Just one day after a knifepoint robbery on school property, Niskayuna Central School District officials and community members gathered in the school’s media center to determine a plan for prevention and vigilance on keeping students safe from drugs, alcohol and cyber bullying.
The underlying problem, said Matthew Cutler, facilitator and rabbi of Congregation Gates of Heaven, is the stresses today’s students face and the way those stresses manifest themselves.
“We’re seeing a manifestation of this pain in very sincere ways, very destructive ways,” Cutler said. “And we look to point fingers at someone to take responsibility. But this is more than just the bullying, the drugs and the alcohol. It really represents kids that are hurting and looking for something.”
Several recent, high-profile incidents brought together about 50 parents, teachers and town officials Thursday night, who took turns speaking out about what they as a community could do about them.
When recent YouTube videos surfaced threatening specific Niskayuna High School students, there was an outcry among parents who said their children no longer felt safe going to school. The incident prompted town police and FBI investigations into the source of the videos, which has yet to be determined.
Additionally, school officials are grasping for solutions after a September football game brought significant attention to the issue of drugs and alcohol in the school. A student was taken to the hospital for evaluation because of his intoxication at the football game, where eight students in total were found to be drunk.
Student Assistance Counselor Charisse Steinberg said no one organization could be charged with handling the issues of drug and alcohol abuse among students.
“This has to be an issue that we all look at and try to figure out the best way to go forward,” she said. “I think all communities face the issue of alcohol and drug use. I think we need to now focus on how the Niskayuna community needs to change in order to protect our youth.”
Many chimed in with potential solutions, last-ditch efforts and desperate pleas. Talks ranged from increased parent accountability, developing recreational activities for teenagers in town, encouraging cyber bullying discussions during homeroom, and even bringing back drug awareness programs like D.A.R.E. to elementary schools.
Teachers said students are drinking alcohol from water bottles they bring into school and doing drugs in “The Foxhole,” a wooded area on campus between the school and Niskayuna Town Hall and police station.

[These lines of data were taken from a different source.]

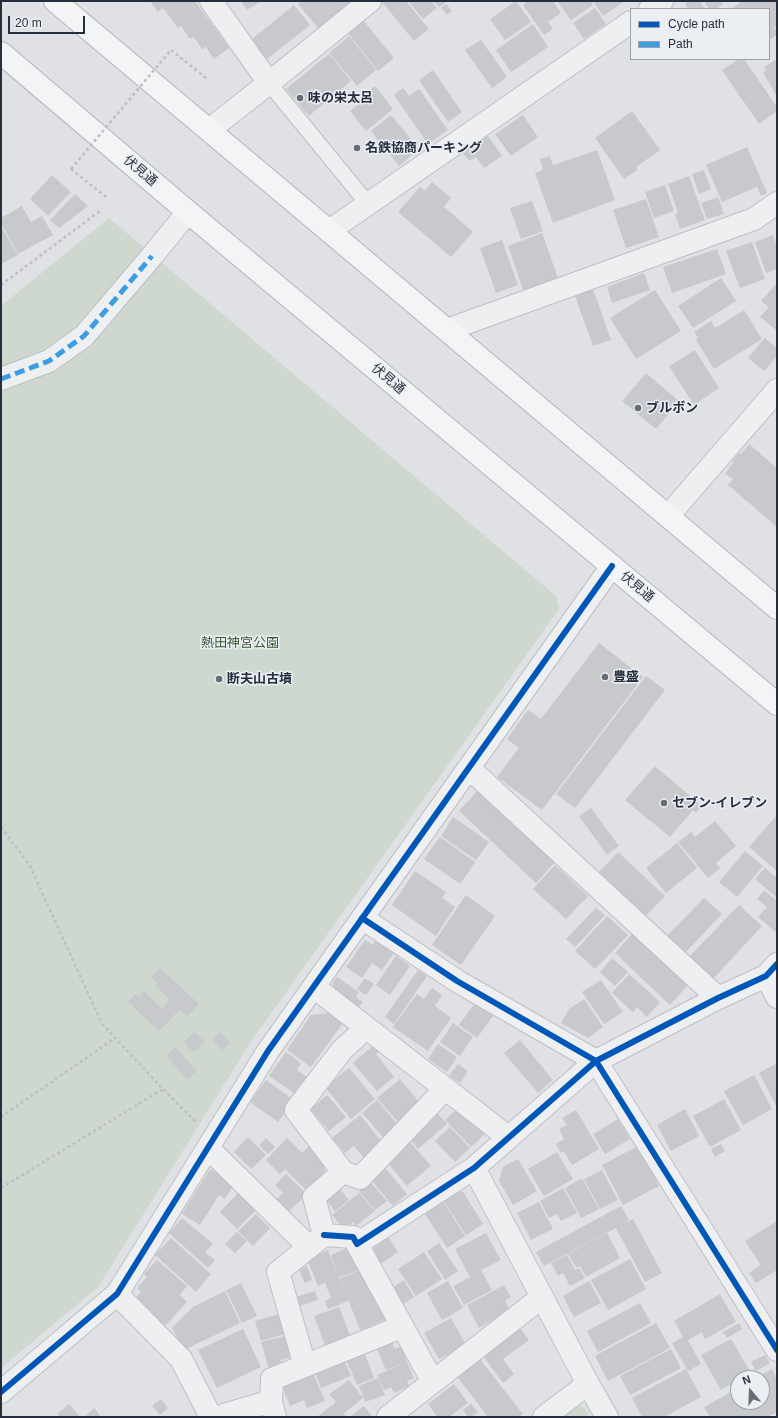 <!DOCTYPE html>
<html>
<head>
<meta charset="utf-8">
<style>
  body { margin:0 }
  #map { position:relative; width:778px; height:1418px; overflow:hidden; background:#dfe1e4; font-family:Arial,sans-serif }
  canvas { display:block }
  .frame { position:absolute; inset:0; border:2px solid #262e3d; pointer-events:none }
  .legend { position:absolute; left:630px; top:8px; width:140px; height:52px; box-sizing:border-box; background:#ebeff4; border:1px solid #9ca2ab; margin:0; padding:5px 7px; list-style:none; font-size:12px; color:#262e3d }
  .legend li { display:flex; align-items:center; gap:8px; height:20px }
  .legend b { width:20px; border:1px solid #9ca2ab }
  .north { position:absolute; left:730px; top:1370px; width:40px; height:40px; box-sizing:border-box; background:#ebeff4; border:1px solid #9ca2ab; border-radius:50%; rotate:341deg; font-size:11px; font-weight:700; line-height:16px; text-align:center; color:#262e3d }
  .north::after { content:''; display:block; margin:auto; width:14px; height:18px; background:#676d77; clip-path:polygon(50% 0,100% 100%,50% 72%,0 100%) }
  .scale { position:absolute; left:8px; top:16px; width:77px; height:18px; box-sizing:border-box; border:2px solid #262e3d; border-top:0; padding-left:5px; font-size:12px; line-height:14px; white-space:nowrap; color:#262e3d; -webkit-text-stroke:3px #ebeff4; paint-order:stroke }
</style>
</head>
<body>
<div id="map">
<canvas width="778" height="1418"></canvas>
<div class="frame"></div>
<ul class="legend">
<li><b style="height:5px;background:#0057b8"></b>Cycle path</li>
<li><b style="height:5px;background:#3c9de3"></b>Path</li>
</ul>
<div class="north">N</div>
<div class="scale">20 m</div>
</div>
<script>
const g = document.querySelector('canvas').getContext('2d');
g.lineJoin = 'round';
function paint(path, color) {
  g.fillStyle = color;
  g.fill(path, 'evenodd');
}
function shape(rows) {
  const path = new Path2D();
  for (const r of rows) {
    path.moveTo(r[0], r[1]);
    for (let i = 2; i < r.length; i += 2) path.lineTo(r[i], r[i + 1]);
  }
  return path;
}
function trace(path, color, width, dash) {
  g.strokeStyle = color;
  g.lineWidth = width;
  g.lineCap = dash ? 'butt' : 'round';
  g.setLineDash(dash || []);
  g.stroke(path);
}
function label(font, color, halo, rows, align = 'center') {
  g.font = font + ' Arial,"Noto Sans JP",sans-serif';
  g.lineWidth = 3;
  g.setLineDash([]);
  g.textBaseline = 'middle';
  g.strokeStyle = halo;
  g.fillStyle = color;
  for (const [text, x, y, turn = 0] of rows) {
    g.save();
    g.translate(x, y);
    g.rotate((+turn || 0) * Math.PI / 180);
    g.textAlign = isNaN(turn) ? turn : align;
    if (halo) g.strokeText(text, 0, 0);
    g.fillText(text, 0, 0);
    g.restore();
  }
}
const green = shape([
  [109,218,556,596,559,609,250,1043,98,1287,1,1368,1,306],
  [575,1404,584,1407,590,1417,557,1417]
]);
const building = shape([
  [150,1,195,1,229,48,214,59,206,47,202,49,194,37,190,39,181,26,178,28,163,8,158,12],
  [241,1,261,1,247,10],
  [301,1,347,1,350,4,319,29,298,4],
  [384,1,406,1,429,29,414,41,382,2],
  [408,1,431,1,437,8,423,19],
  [434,1,447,1,439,7],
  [516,1,531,22,505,40,490,19],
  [528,1,553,1,561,13,548,22,553,29,544,35,523,5],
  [557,1,591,1,593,5,571,20],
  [593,1,625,1,603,16],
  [688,1,699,1,705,9,688,9,685,4],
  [704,1,720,1,723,4,716,9,709,9],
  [743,1,776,1,777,26,774,27,777,31,777,35,769,40,769,9,731,9],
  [446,4,452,11,447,15,441,8],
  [294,5,310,25,267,59,251,40],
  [595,8,606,24,584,39,573,23],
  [362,19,394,58,378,71,347,32],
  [533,24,548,47,511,72,496,50],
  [349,36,376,70,357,86,329,53],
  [481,40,507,77,492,88,465,50],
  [329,54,351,81,309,116,286,89],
  [739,59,744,59,777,107,777,111,759,124,722,70],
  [777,59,777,97,763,72,766,71,764,67],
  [433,70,462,112,448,122,419,80],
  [375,86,393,109,366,131,350,111,365,100,362,96],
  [403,88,409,96,419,89,448,130,428,144,394,95],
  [632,111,660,150,636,167,637,170,624,179,595,138],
  [391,115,419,149,399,166,371,131],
  [523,115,538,137,511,156,495,134],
  [488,136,502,156,484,168,476,157,469,161,463,153],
  [747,147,767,193,761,196,757,187,722,202,706,165],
  [597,150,615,200,553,223,535,173,543,170,540,159,550,156,553,165],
  [704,170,711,189,699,194,692,174],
  [52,175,71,192,48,216,30,199],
  [689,176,705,220,680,229,675,214,678,213,668,184],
  [432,182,451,198,444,207,473,232,451,257,398,212,420,187,425,191],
  [665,185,674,211,654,218,645,192],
  [75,194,88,206,59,228,50,220],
  [718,197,724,214,707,219,701,203],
  [646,199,659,237,626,248,613,210],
  [532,201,543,231,521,239,510,208],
  [22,206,31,222,42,216,53,235,18,254,1,223,1,218],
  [1,226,18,255,1,264],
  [542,233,558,278,523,290,508,246],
  [773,235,777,247,777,269,766,273,755,242],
  [502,240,518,285,496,293,480,248],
  [752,242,765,279,740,288,726,251],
  [717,249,726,274,672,293,663,267],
  [644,273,650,290,612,303,607,287],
  [721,278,736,301,693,328,678,306],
  [777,283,777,328,776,330,760,317,769,307,761,301],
  [593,289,611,340,593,346,575,296],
  [655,290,681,331,636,359,610,318],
  [744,310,762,339,714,369,696,340,698,338,694,332,711,321,715,328],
  [765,338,777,348,777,356,764,371,748,358],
  [695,350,719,388,694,405,669,366],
  [646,373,679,401,656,429,622,401],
  [749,444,777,468,777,527,728,485,733,479,725,474,733,463,732,462,739,453,741,454],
  [599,643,643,677,542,810,497,777,519,748,507,739,528,710,541,719],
  [646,676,665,690,575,808,556,794],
  [655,766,702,806,696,813,693,810,670,837,625,800],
  [480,788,557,860,536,883,459,811],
  [591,808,619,846,607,855,579,816],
  [777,815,777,871,749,847],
  [453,817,489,842,476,860,441,836],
  [715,821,736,846,716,863,720,868,708,878,678,842,691,832,695,837],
  [440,837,475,862,460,884,424,859],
  [677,843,697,868,666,893,646,868],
  [745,851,763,866,737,897,719,882],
  [618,852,665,896,646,916,599,872],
  [555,865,588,896,566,919,533,889],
  [765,868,777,878,776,897,755,879],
  [415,871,446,892,442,898,455,907,436,936,392,905],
  [764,890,777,901,777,933,758,917,767,907,757,899],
  [466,895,495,916,461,965,432,945],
  [704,898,722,914,684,954,666,937],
  [739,905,762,926,712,980,688,958],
  [596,908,605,915,575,947,566,939],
  [607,916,628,935,595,969,575,951],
  [633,933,688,985,670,1005,615,953],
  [365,940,373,945,376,940,394,953,382,970,372,963,362,978,346,967],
  [396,956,410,966,390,995,376,985],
  [612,958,628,972,615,986,600,972],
  [160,968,199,1004,187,1016,180,1009,159,1031,128,1002,135,994,139,997,144,991,162,1009,170,1000,155,986,158,983,151,977],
  [418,970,427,976,394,1024,385,1017],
  [629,974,660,1002,647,1017,637,1007,633,1012,612,993],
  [337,977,359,992,356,997,363,1002,358,1008,334,991,333,982],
  [365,978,374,984,366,995,357,989],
  [601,980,623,1012,604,1024,582,992],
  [432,988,442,995,435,1006,451,1018,428,1051,393,1027,417,994,424,999],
  [584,999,603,1027,588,1038,561,1023,569,1009],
  [475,1003,493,1016,477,1038,459,1025],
  [328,1013,343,1023,311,1067,287,1050,311,1015],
  [453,1023,473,1037,460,1056,440,1042],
  [195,1032,205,1042,193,1052,184,1042],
  [220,1032,230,1043,222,1050,212,1040],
  [520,1040,553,1080,538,1093,504,1053],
  [438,1044,457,1057,447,1072,428,1059],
  [374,1045,379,1052,376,1054,394,1077,377,1091,353,1063],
  [175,1047,197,1071,187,1079,166,1056],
  [286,1052,301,1063,297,1070,309,1078,297,1095,269,1076],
  [777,1063,777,1107,759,1073],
  [458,1064,468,1071,460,1083,449,1076],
  [349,1068,375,1099,351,1119,325,1087],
  [754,1075,772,1109,743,1125,724,1091],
  [400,1079,420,1103,398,1122,377,1098],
  [266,1080,294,1100,278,1122,250,1102],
  [327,1095,346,1117,329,1131,310,1109],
  [724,1099,741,1130,710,1147,693,1116],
  [377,1100,398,1125,383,1137,362,1113],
  [685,1109,699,1136,671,1151,657,1125],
  [456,1110,485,1134,471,1147,445,1120],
  [576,1110,599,1149,572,1165,564,1151,561,1153,556,1144,564,1139,559,1129,567,1125,562,1118],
  [438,1114,447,1124,418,1149,409,1138],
  [360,1115,383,1143,364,1158,354,1146,345,1153,332,1138],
  [618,1119,630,1139,605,1154,593,1134],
  [450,1127,470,1148,455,1162,435,1141],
  [248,1137,266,1155,251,1169,234,1152],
  [266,1138,275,1147,268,1154,259,1145],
  [287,1138,302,1153,310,1145,325,1161,324,1175,308,1192,285,1169,280,1174,266,1160],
  [410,1142,431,1166,407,1186,386,1161],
  [721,1144,725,1151,715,1157,711,1149],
  [638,1146,659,1186,623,1205,602,1165],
  [557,1152,573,1179,544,1196,528,1169],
  [518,1159,537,1191,513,1205,499,1181,503,1167],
  [210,1169,234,1184,225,1199,219,1195,200,1225,182,1214],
  [386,1169,407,1194,393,1206,372,1181],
  [602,1170,618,1200,600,1209,584,1179],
  [286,1174,307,1194,288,1212,276,1200,283,1193,275,1185],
  [582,1178,599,1209,581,1218,565,1188],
  [370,1182,387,1201,375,1210,359,1191],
  [339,1188,349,1200,335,1211,325,1199],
  [563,1188,577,1213,561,1221,557,1214,549,1218,540,1201],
  [240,1191,258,1208,237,1229,220,1212],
  [455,1191,463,1192,483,1224,466,1235,442,1199],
  [359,1193,375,1211,356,1226,353,1222,344,1229,332,1215],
  [441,1199,465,1236,447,1248,423,1211],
  [539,1202,553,1229,531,1240,517,1213],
  [621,1206,629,1220,623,1224,633,1219,662,1273,645,1282,616,1228,544,1266,536,1252],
  [256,1214,270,1228,253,1246,238,1231],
  [182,1218,213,1244,205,1252,215,1260,208,1268,169,1233],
  [777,1221,777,1270,756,1283,749,1273,761,1265,745,1241],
  [237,1232,247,1241,235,1253,225,1244],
  [486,1233,501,1260,481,1270,492,1290,464,1305,453,1286,474,1275,470,1277,455,1249],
  [607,1233,620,1258,586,1277,580,1266,576,1267,568,1254],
  [387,1235,398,1252,381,1264,373,1252,375,1244],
  [171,1238,211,1274,196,1292,155,1255],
  [439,1243,458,1271,445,1280,427,1251],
  [350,1247,359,1270,339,1277,331,1255],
  [328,1250,345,1292,340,1278,363,1269,371,1290,367,1292,375,1289,387,1319,360,1330,348,1299,348,1301,328,1309,325,1301,331,1298,325,1283,318,1286,307,1259],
  [424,1252,442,1279,416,1296,398,1269],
  [567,1255,575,1270,579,1268,585,1278,570,1286,563,1273,558,1276,551,1263],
  [630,1259,646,1289,608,1310,591,1280],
  [157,1260,187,1286,180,1295,187,1302,165,1326,135,1299,141,1292,137,1288,147,1277,144,1274],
  [307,1266,312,1280,305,1283,299,1269],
  [404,1280,414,1297,402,1305,391,1289],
  [448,1281,463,1308,442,1320,427,1293],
  [589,1281,601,1303,574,1317,563,1296],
  [241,1283,257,1316,242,1323,226,1290],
  [504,1285,511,1297,505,1301,510,1310,479,1328,467,1305],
  [225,1291,240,1323,184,1350,172,1328,193,1307],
  [315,1291,318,1300,296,1307,293,1298],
  [720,1294,736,1322,705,1339,702,1332,688,1340,701,1364,688,1371,672,1343,683,1337,674,1321],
  [640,1303,651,1323,598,1352,587,1331],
  [339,1307,350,1335,325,1345,314,1316],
  [279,1314,285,1334,261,1341,255,1321],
  [451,1318,466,1345,439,1359,424,1333],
  [656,1323,670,1348,608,1381,595,1356],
  [739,1323,742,1329,727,1338,723,1332],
  [520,1328,529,1340,503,1359,514,1374,503,1383,483,1356],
  [243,1329,261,1367,217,1388,198,1350],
  [285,1336,291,1357,280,1360,282,1365,269,1369,261,1342],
  [731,1339,751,1373,742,1378,738,1378,738,1380,721,1390,701,1355],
  [391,1341,395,1349,401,1346,407,1362,386,1370,376,1347],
  [671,1349,681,1368,630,1395,620,1376],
  [364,1352,374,1378,357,1385,346,1359],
  [765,1355,770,1363,756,1371,751,1362],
  [479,1358,523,1414,519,1417,488,1417,456,1375],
  [344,1360,351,1376,321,1388,315,1372],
  [407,1362,414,1378,407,1381,409,1386,394,1393,391,1387,384,1390,377,1375],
  [686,1369,701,1397,664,1417,642,1417,632,1398],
  [772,1369,777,1379,777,1412,767,1417,710,1417,704,1407,738,1388,738,1402,762,1402,762,1378,756,1378],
  [313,1373,325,1401,307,1408,304,1400,290,1406,282,1386],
  [378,1378,385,1395,365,1402,359,1386],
  [349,1380,363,1398,344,1413,346,1417,317,1417,336,1402,329,1394],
  [454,1384,468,1403,449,1417,437,1417,428,1404],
  [161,1399,168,1408,160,1415,152,1406],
  [69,1404,80,1417,60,1417,57,1414],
  [471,1404,478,1412,471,1417,468,1417,463,1410],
  [364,1406,372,1416,370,1417,350,1417],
  [94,1408,101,1417,84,1417]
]);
const path = shape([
  [171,50,206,78],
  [71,169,106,197],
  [1,285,100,211],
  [1,827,30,866,102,1024,163,1089,196,1122],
  [1,1117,115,1038],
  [1,1188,163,1089]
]);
const service = shape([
  [269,83,368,204]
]);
const pedestrian = shape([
  [1,379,49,361,84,336,152,256]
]);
const minor = shape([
  [211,1,269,83],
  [650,9,662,1],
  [209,130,269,83,370,1],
  [329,231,631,22],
  [152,256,188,212],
  [447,330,754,219,777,203],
  [668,516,777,390],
  [469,768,718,998],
  [362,918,457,981,596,1061,777,1350],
  [766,976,777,997],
  [314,987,508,1137],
  [208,1148,309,1247],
  [474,1168,588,1384,607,1417],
  [343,1172,360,1178,445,1089],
  [324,1235,353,1237,357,1244,474,1168,596,1061,718,998,766,976,777,964],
  [357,1244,433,1382],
  [117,1294,181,1359,211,1417],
  [305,1366,278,1272,324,1235,314,1197,343,1172,296,1110,342,1050,366,1028],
  [1,1392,117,1294,268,1051,612,566],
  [271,1401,272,1379,401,1327],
  [217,1417,271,1401,275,1417],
  [388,1417,542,1297],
  [544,1417,588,1384]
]);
const trunk = shape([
  [55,1,329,231,777,608],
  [1,53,188,212,777,704]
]);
const pathBridge = shape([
  [71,169,171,50]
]);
const quiet = shape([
  [1,379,49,361,84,336,152,256]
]);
const cycleway = shape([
  [362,918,457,981,596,1061,777,1350],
  [324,1235,353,1237,357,1244,474,1168,596,1061,718,998,766,976,777,964],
  [1,1392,117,1294,268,1051,612,566]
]);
const markers = [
  [300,98,4,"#676d77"],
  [357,148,4,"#676d77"],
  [638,408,4,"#676d77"],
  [605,677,4,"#676d77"],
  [219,679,4,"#676d77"],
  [664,803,4,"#676d77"]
];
const poiNames = [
  ["味の栄太呂",308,98],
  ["名鉄協商パーキング",365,148],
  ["ブルボン",646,408],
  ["豊盛",613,677],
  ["断夫山古墳",227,679],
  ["セブン-イレブン",672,803]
];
const streetNames = [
  ["伏見通",140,171,40],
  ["伏見通",388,379,40],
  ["伏見通",637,587,40]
];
const parkNames = [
  ["熱田神宮公園",240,643]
];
paint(green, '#cfd8cf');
paint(building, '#c7c9cc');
trace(service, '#bdbfc2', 17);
trace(pedestrian, '#bdbfc2', 24);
trace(minor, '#bdbfc2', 24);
trace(trunk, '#b1b4b9', 24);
trace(path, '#bebfc4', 2.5, [3, 3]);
trace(service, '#eeeff1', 15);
trace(pedestrian, '#eeeff1', 22);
trace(minor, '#eeeff1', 22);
trace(trunk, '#f3f4f5', 22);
trace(pathBridge, '#bebfc4', 2.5, [3, 3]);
trace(quiet, '#3c9de3', 5, [10, 5]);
trace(cycleway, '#0057b8', 6);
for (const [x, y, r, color] of markers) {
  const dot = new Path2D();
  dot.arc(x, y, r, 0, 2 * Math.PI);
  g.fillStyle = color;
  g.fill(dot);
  trace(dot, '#ebeff4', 1.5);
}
label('bold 13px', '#262e3d', '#ebeff4', poiNames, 'left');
label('13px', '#262e3d', '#ebeff4', streetNames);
label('13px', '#3a5933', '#ebeff4', parkNames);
</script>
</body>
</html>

High School Principal John Rickert said by the time students enter high school, it’s usually too late to address these problems. He said parents should be open to communication about these issues with their children as young as possible.
“These types of risky behaviors are not solely limited to one group of kids,” he said. “Honors kids get involved, athletes, loners, kids from successful families, kids from struggling families. How do we reach out to kids and get kids to tell us what’s getting them to this point?”
Community members hope to continue Thursday’s conversation at future meetings. Niskayuna Police Officer Alan Bell suggested holding community forums at different places around town to draw in as many people as possible.
Longtime community member and High School Assistant Principal Mark Treanor was on board with the idea. He said he thought any discussion on the topics lets students know their community cares about their safety and well-being.
“Maybe this is pie in the sky,” he said, “but I would love to see our schools become an oasis of civility in a world that’s becoming less and less civil. Our ultimate goal is we want our kids to feel safe and take advantage of everything that we have to offer. And the things that bring us to these tables is upsetting.”